The bubble of the military economy, inflated in Russia by record military spending since the Soviet era, has begun to deflate, writes The Moscow Times.

In the first quarter of 2025, Russian GDP went into negative territory for the first time in three years, Raiffeisenbank analysts estimate on the basis of official statistics from the Ministry of Economic Development. Although the economy remained in plus year-on-year (by 1.7%), its size shrank by 0.3% against the previous quarter, which statistics have not seen once since April-June 2022. The chief economist of Bloomberg Economics estimates the quarterly decline even deeper - 0.6-0.8%. In monetary terms, adjusted for inflation, GDP at the end of March was about 500 billion rubles lower than in December, calculated Janis Kluge, a researcher at the German Institute for International Security Problems.

"The dynamics of GDP shows clear signs of deterioration," states Raiffeisenbank.
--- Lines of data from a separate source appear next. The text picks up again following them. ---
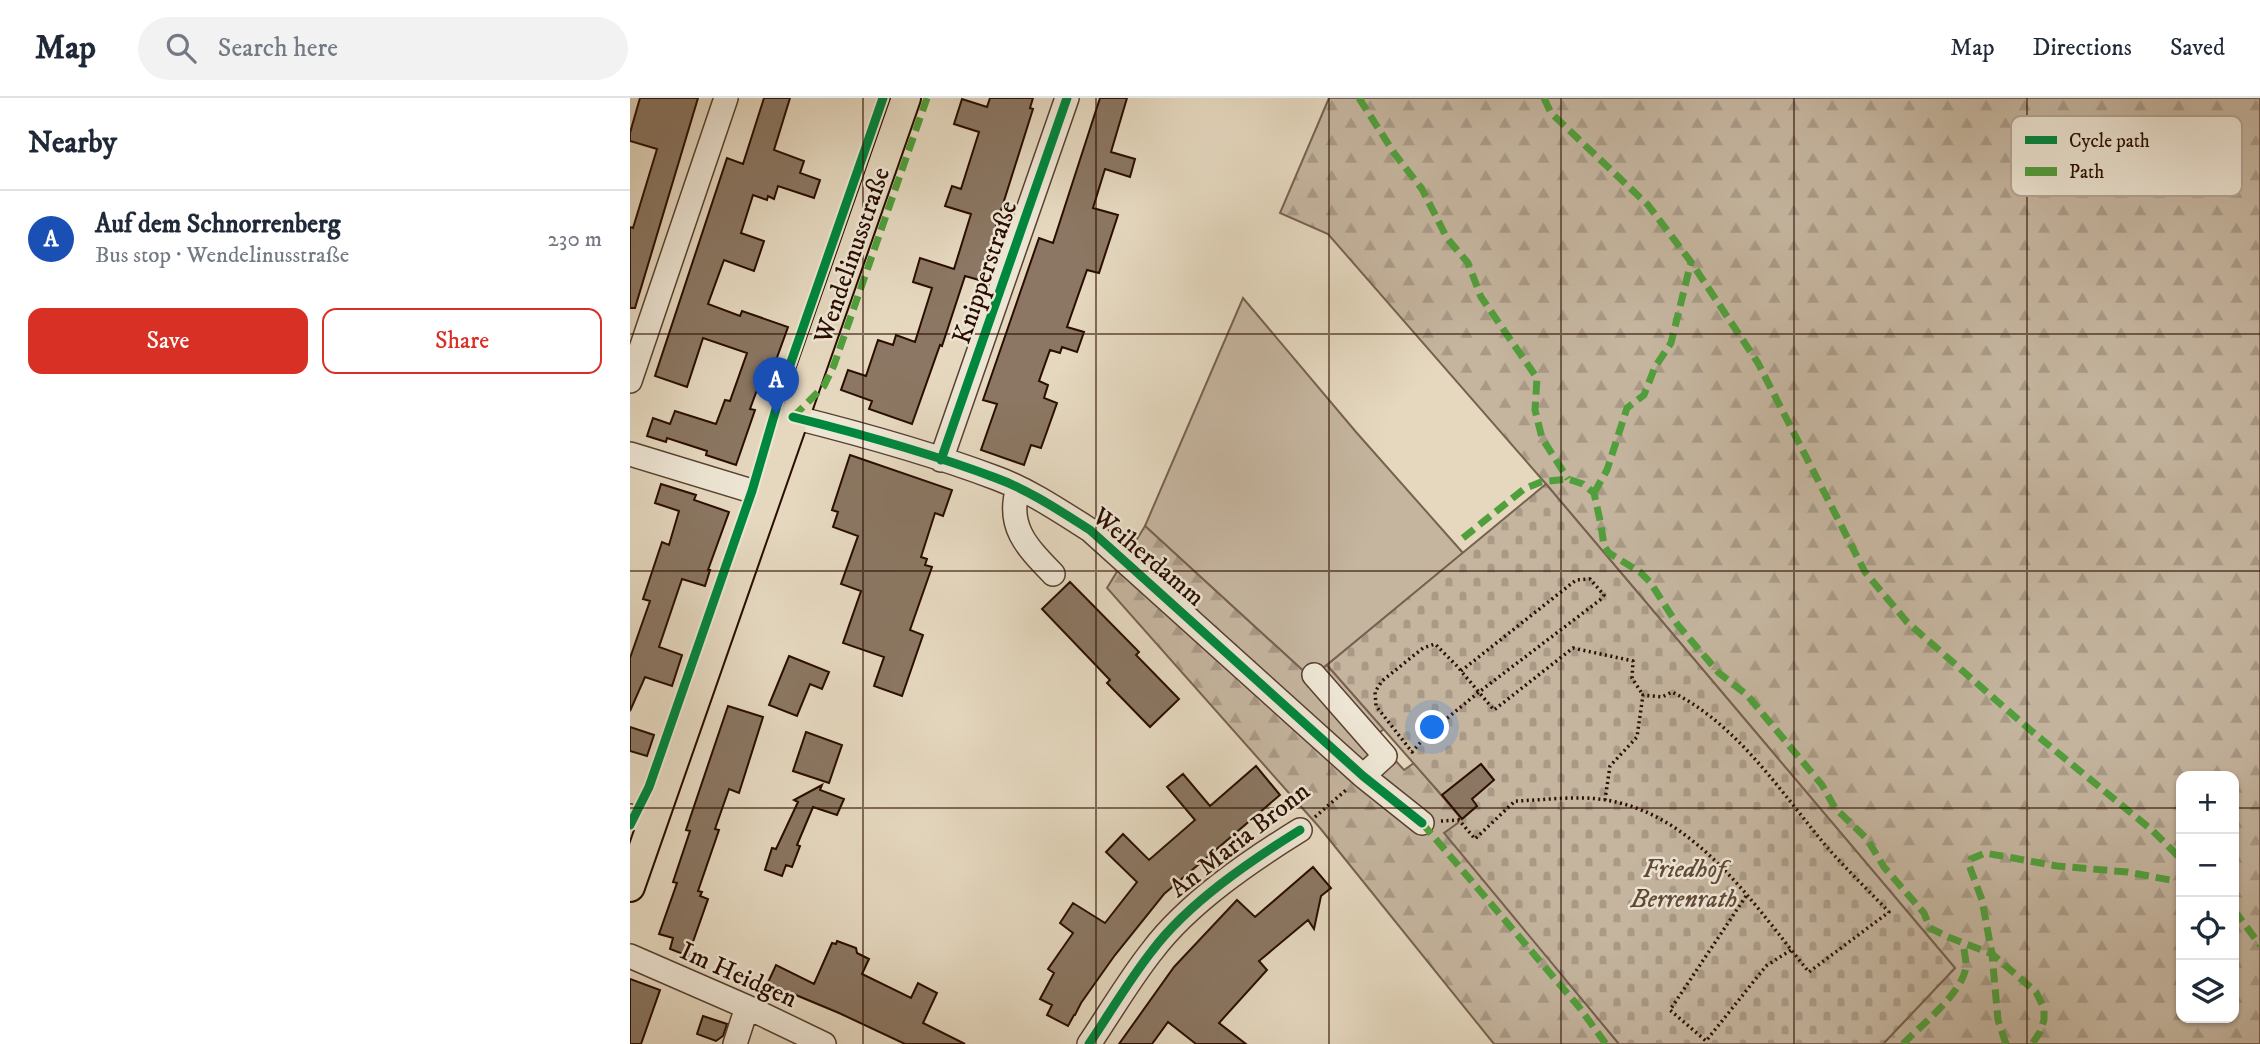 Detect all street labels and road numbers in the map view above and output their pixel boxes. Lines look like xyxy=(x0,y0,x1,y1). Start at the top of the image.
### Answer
street label: Wendelinusstraße xyxy=(807,163,898,349)
street label: Knipperstraße xyxy=(946,197,1025,348)
street label: Weiherdamm xyxy=(1084,500,1211,614)
street label: An Maria Bronn xyxy=(1163,775,1317,905)
street label: Im Heidgen xyxy=(675,935,802,1016)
According to the Ministry of Economic Development, the growth rate of industry has fallen more than 5 times - from 5.7% to 1.1%, the growth of retail sales has almost halved (from 5.5% to 3.2%), and wholesale trade has begun to decline for the first time since winter 2023 - by 2.1% per quarter.

"The situation is complicated by low oil prices," the bank adds: the cost of the Russian Urals grade fell from $70 in mid-January to $59 at the end of March, $54 in April and only $49 in early May. This will deprive the economy of $35 billion in foreign currency earnings and the budget of oil and gas taxes worth 2.6 trillion rubles, according to updated forecasts by the government and the Finance Ministry.

Preliminary data for April suggest that the cooling continues, Isakov points out. The PMI business activity index in industry is holding below 50 points, implying a decline in production, and in addition, freight transportation on the Russian Railways network is falling rapidly - by 9.7% year-on-year. This means that it is highly likely that the economy will slip into a technical recession (two consecutive quarters of decline) at the end of the second quarter, Isakov writes.

Beyond the military-industrial complex, Russian industry is already shrinking, Kluge points out. CMACP, a think tank close to the government, estimates that civilian production fell 0.8% in the first quarter, including a 1.1% decline in March. And its current volumes were the lowest since April 2023.

The decline hit civil engineering, electrical equipment production, construction materials output and iron and steel production. Food production sagged at a record rate since the first months of the war - by 0.7% per month in the first quarter, the CMACP writes.

Despite large-scale payments to military and contract workers, consumer spending is also stagnating, Raiffeisenbank points out: it was only 0.2% higher in the first quarter than a quarter earlier. "At the same time, growth was achieved only due to a recovery in purchases of non-food goods, the services and food segments fell," the bank's analysts wrote.

The Ministry of Economic Development still forecasts that Russian GDP will add 2.5% at the end of the year after growing above 4% for two previous years in a row. However, "the risks of lower growth rates this year are increasing," Raiffeisenbank wrote.

The government's plans to cut budget spending due to falling oil prices will obviously make it harder to achieve the optimistic growth figures for the Russian economy, which the MED retained in the base case forecast, warns Dmitri Polevoy, chief investment officer at Astra Asset Management.